After more than a week of testimony, a Washington County jury deliberated only two hours Friday before reaching a guilty verdict against Thomas J. Fox in the vicious knife slaying of Oakdale nanny Lori Baker.
After the verdict was read, Fox sat with his head bowed as members of Baker's family sobbed in the Stillwater courtroom. Judge Greg Galler immediately sentenced Fox, 46, to spend the rest of his life in prison on his conviction for premeditated first-degree murder.
"She was worried about growing old without kids. She just wanted to have a family and be happy," Scott Baker said of his 39-year-old sister, found dead in her apartment bedroom in December 2011 with at least 48 stab wounds. "She was a pillar in the nanny community. She was just a sweetheart. I used to make fun of her and say, ' "Mary Poppins 5" is coming out.' She was that kind of lighthearted, caring person."
Fox also was found guilty on a related charge of first-degree murder with intent to commit aggravated robbery. Sentencing on that conviction will come later.
County Attorney Pete Orput, who teamed with assistant prosecutor Imran Ali, said after the verdict that the case was one of the most difficult he has tried in his long career because Fox scoured his blood from the crime scene. Fox's conflicting explanations for his whereabouts at the time Baker was murdered hurt his defense, Orput said.

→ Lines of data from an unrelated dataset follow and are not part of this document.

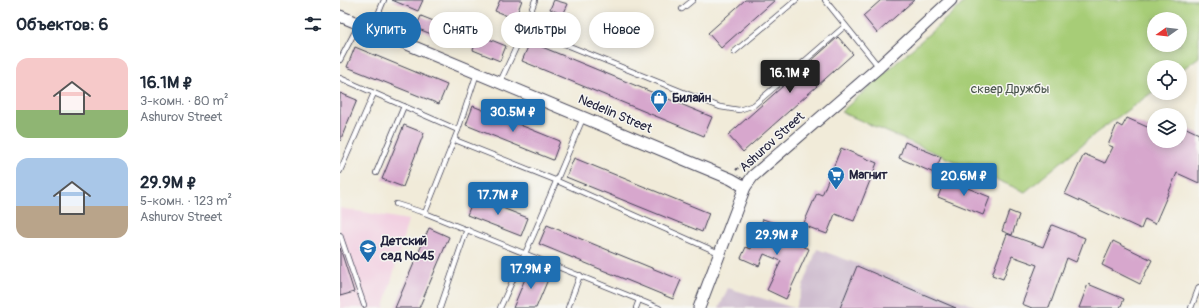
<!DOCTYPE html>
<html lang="ru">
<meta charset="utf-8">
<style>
body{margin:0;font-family:Pangolin,sans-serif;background:#f2f2f3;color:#1f2937;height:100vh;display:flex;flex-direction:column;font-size:15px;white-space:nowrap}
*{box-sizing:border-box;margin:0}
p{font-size:13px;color:#747a83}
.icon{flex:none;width:22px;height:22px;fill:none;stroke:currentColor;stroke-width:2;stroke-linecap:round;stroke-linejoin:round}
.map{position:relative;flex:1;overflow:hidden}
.drawer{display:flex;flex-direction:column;background:#fff;width:340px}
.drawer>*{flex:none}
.banner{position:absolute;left:12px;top:12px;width:380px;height:36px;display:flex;gap:8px}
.needle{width:26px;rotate:256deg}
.controls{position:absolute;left:807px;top:12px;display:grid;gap:8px}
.controls a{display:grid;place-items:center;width:40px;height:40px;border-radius:50%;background:#fff;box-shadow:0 2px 10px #0003;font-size:20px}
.price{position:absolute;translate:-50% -34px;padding:0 9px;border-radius:4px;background:#1f6fb2;color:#fff;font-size:13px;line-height:26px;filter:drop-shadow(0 1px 2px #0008)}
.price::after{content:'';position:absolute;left:50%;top:24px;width:12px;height:9px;margin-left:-6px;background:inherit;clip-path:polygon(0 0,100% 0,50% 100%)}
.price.current{background:#222;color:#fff}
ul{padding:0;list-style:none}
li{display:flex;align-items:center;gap:12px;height:100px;padding:0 16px}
li span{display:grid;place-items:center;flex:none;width:112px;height:80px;border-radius:12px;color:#555}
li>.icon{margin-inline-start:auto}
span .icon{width:48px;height:48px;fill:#fffc;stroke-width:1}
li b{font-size:17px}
h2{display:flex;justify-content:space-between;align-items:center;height:48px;padding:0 16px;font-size:17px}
.pill{padding:0 14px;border-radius:18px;background:#fff;box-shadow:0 2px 10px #0003;font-size:14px;line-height:36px}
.pill.current{background:#1f6fb2;color:#fff}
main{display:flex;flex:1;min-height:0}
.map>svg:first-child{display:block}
.built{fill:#f2cfe1}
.industrial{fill:#cfbdcf}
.green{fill:#a7cd77;stroke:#647859;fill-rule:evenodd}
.building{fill:#d7a7cd}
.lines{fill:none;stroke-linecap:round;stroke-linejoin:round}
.service-casing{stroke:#414053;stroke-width:6}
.tertiary-casing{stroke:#414053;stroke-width:13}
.path{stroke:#414053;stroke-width:2;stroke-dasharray:3 3;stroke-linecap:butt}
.service{stroke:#fff;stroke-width:4.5}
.tertiary{stroke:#fff;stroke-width:11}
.labels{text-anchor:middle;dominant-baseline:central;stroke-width:3;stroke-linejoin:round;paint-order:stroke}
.park-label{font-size:13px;fill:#4a554d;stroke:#f6f6f2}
.poi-label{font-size:13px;font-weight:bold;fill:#22223b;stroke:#f6f6f2;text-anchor:start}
.street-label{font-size:13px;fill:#22223b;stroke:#f6f6f2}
</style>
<main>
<section class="drawer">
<h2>Объектов: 6<svg class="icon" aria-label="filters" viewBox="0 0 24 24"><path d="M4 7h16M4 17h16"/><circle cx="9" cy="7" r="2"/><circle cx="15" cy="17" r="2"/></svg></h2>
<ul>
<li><span style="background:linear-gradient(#f6c9c9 65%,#8fb573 0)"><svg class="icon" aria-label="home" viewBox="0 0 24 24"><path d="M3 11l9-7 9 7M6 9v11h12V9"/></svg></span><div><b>16.1M ₽</b><p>3-комн. · 80 m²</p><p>Ashurov Street</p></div></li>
<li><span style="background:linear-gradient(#a9c7e8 60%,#b9a48a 0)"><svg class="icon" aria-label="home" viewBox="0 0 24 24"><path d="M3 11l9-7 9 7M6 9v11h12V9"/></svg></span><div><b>29.9M ₽</b><p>5-комн. · 123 m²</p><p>Ashurov Street</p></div></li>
</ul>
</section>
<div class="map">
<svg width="859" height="308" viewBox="0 0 859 308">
<rect width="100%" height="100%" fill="#f6f6f2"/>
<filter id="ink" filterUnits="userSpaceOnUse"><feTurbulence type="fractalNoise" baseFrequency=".025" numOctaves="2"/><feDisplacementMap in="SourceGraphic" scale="8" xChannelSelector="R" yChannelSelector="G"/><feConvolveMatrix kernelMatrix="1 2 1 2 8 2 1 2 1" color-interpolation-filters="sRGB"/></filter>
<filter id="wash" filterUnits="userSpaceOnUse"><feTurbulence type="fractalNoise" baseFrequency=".012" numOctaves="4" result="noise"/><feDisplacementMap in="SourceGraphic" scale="16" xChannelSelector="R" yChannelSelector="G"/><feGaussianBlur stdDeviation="0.9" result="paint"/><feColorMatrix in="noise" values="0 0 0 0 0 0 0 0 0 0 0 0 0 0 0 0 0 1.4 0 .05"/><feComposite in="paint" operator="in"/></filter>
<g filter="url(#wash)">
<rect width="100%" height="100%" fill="#f1ebd9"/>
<path class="built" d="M0 208 68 220 44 308H0Z"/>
<g class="industrial">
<path d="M477 249 638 307 640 308H455Z"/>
<path d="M388 288 454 308H379Z"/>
</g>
<path class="green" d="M627 0H859V57L840 71V67H814V91L756 133 685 192 501 112ZM814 19H840V45H814Z"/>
<g id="blocks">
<g class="building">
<path d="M52 0H83L78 11Z"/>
<path d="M160 0H182L175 19 155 11Z"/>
<path d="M214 0 228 4 223 15 210 9Z"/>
<path d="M405 0H435L381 48 368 33Z"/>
<path d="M541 0H574L537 33 523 16Z"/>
<path d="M81 16 96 22 94 27 122 37 119 45 76 28Z"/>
<path d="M139 35 166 46 160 61 133 50Z"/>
<path d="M498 37 513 54 403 152 388 135Z"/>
<path d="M190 42 372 117 364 136 182 61Z"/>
<path d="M15 47 107 85 99 104 7 67Z"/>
<path d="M0 93 17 100 0 141Z"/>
<path d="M133 106 220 141 213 160 126 125Z"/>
<path d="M787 118 814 130V141H840V125L859 134V183L837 173 815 224 805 219 801 229 725 194 744 154 765 163 773 147 768 145 777 124 782 127Z"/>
<path d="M64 125 84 133 63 187 42 179Z"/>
<path d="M565 142 601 157 594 173 559 158Z"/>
<path d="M501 148 537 163 514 221 495 214 487 234 463 225 477 193 482 195Z"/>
<path d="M234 158 369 213 362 232 226 177Z"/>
<path d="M605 179 650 197 643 215 598 197Z"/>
<path d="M134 197 188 218 181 236 127 215Z"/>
<path d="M669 211 679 215 672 235 662 231Z"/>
<path d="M423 219 447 228 443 237 469 249 446 299 427 290 441 261 424 254 419 266 401 258 406 247 411 249Z"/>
<path d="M207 225 341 280 333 299 199 244Z"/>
<path d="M712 225 745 238 736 262 727 258 709 308H692L682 304 697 265 672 256 663 279 652 275 667 234 703 247Z"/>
<path d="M89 228 109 237 102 254 79 308H55Z"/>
<path d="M773 241 812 260 800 284 762 265Z"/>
<path d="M0 248 14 292 0 296Z"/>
<path d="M517 266 616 308H500Z"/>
<path d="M189 269 209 277 196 308H173Z"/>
<path d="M748 284 784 299 780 308H739Z"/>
</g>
</g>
</g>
<g filter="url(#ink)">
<use href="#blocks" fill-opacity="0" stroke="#414053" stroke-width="1"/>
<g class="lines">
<g class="service-casing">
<g id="service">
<path d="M485 0 539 67"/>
<path d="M342 9 353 0"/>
<path d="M185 28 380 107 399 110 414 105 505 26"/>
<path d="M32 29 44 0"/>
<path d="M394 52 456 0"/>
<path d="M0 60 19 24"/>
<path d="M0 78 118 130 85 213 319 308"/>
<path d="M160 82 185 28 195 0"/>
<path d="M118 130 137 73"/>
<path d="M115 140 215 180 379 253"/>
<path d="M0 171 34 93"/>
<path d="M36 173 64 106"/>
<path d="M56 204 85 213"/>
<path d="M0 235 24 305"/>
<path d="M100 308 127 229"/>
<path d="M160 308 193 236 243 118"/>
<path d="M228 308 240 275"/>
<path d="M296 308 299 300"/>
<path d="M851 308 859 287"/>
</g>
</g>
<g class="tertiary-casing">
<g id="tertiary">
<path d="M0 16 391 179 405 187"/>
<path d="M359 308 405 187 413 176 539 67 611 0"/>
</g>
</g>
<path class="path" d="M396 170 406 161 410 165"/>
<use href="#service" class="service"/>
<use href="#tertiary" class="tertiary"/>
</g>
</g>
<defs>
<g id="shop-pin" transform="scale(0.9)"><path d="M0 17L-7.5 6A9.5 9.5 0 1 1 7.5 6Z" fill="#1f6fb2" stroke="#f6f6f2"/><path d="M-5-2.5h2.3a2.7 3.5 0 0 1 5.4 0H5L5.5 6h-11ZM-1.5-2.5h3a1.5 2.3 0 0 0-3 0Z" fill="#fff"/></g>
<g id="supermarket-pin" transform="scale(0.9)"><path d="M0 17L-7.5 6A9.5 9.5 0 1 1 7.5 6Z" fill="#1f6fb2" stroke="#f6f6f2"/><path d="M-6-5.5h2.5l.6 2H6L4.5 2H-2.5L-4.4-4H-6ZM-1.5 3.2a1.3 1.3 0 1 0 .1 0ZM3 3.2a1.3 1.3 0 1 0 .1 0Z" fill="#fff"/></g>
<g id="school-pin" transform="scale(0.9)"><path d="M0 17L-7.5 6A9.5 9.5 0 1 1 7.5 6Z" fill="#1f6fb2" stroke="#f6f6f2"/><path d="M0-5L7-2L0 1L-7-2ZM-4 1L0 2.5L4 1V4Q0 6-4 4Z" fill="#fff"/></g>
</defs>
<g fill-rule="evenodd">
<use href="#shop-pin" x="319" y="98"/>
<use href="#supermarket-pin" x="496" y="175"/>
<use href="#school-pin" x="28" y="248"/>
</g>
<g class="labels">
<g class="park-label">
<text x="670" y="89">сквер Дружбы</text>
</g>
<g class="poi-label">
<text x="332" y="98">Билайн</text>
<text x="509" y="175">Магнит</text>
<text x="41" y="241">Детский<tspan x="41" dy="15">сад №45</tspan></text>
</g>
<g class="street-label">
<text transform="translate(275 114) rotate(23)">Nedelin Street</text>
<text transform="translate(432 142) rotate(-42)">Ashurov Street</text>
</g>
</g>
</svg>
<div class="controls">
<a><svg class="needle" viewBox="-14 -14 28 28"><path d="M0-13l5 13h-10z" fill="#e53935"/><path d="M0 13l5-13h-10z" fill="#747a83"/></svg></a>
<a><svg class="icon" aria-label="locate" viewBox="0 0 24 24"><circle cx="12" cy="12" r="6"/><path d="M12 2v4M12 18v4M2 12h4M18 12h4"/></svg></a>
<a><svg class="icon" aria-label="layers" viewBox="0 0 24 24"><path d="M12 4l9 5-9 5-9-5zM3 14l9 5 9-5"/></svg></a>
</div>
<b class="price current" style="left:450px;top:94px">16.1M ₽</b>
<b class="price" style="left:173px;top:133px">30.5M ₽</b>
<b class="price" style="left:624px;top:197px">20.6M ₽</b>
<b class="price" style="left:158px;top:216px">17.7M ₽</b>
<b class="price" style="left:437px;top:256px">29.9M ₽</b>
<b class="price" style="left:191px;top:290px">17.9M ₽</b>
<div class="banner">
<a class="pill current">Купить</a>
<a class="pill">Снять</a>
<a class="pill">Фильтры</a>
<a class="pill">Новое</a>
</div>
</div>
</main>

"The jury saw through it in an amazingly short time, in my experience," he said.
Fox was Baker's boyfriend for a few months preceding the murder, but family members didn't know anything about him except a first name, Scott Baker said Friday.
Fox referred to Baker as "my cash cow" and in other instances called her his "platinum piece," meaning in prison parlance that she was his main woman.